====== Dataset entries ======
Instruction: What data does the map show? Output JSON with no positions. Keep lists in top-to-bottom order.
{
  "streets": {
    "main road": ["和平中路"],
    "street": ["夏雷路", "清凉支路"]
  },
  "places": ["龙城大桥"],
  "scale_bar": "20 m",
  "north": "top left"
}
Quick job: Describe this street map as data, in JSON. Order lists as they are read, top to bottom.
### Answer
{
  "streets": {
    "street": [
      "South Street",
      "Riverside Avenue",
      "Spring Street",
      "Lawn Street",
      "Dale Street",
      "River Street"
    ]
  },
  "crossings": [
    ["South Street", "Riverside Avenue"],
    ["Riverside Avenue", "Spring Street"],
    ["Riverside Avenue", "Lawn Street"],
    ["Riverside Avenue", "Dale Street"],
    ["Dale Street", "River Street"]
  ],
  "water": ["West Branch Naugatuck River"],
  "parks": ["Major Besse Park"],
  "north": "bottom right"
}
======
====== Dataset entries ======
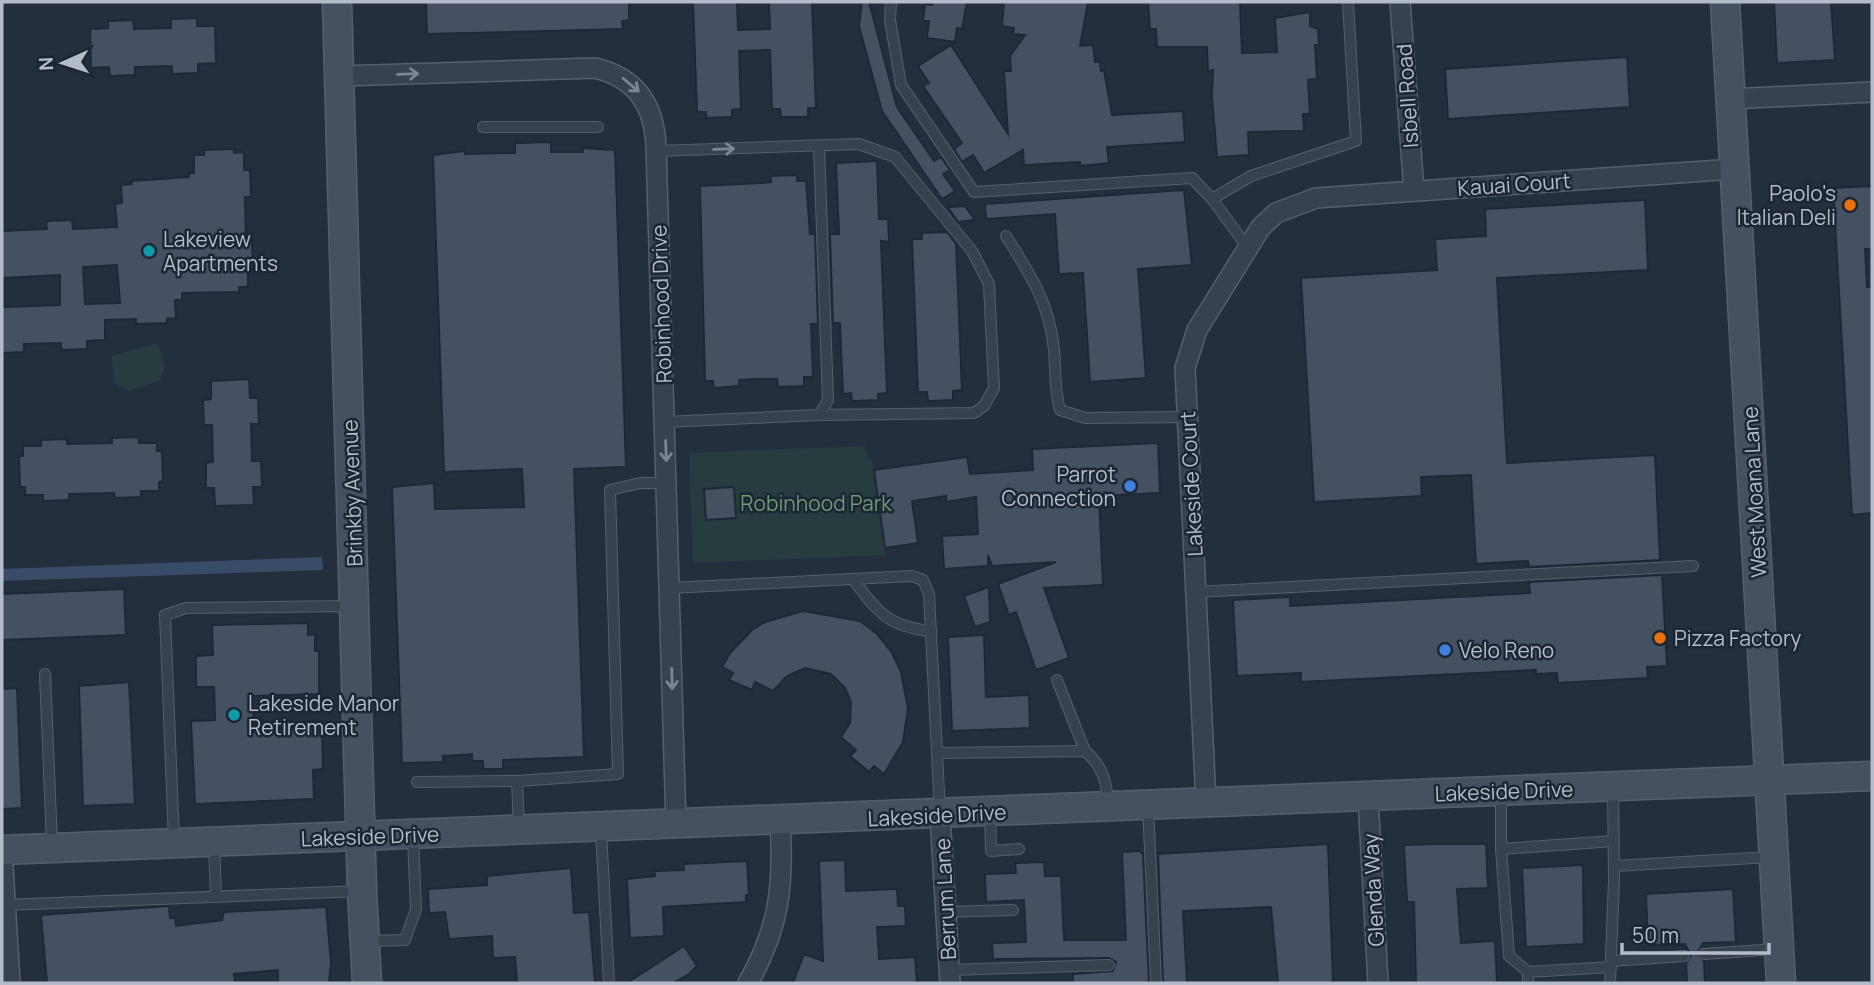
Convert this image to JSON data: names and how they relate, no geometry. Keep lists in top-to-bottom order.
======
## Description of the task
The answer must consist of every line from the entries above that contains the string "this".

## Your response
Quick job: Describe this street map as data, in JSON. Order lists as they are read, top to bottom.
Convert this image to JSON data: names and how they relate, no geometry. Keep lists in top-to-bottom order.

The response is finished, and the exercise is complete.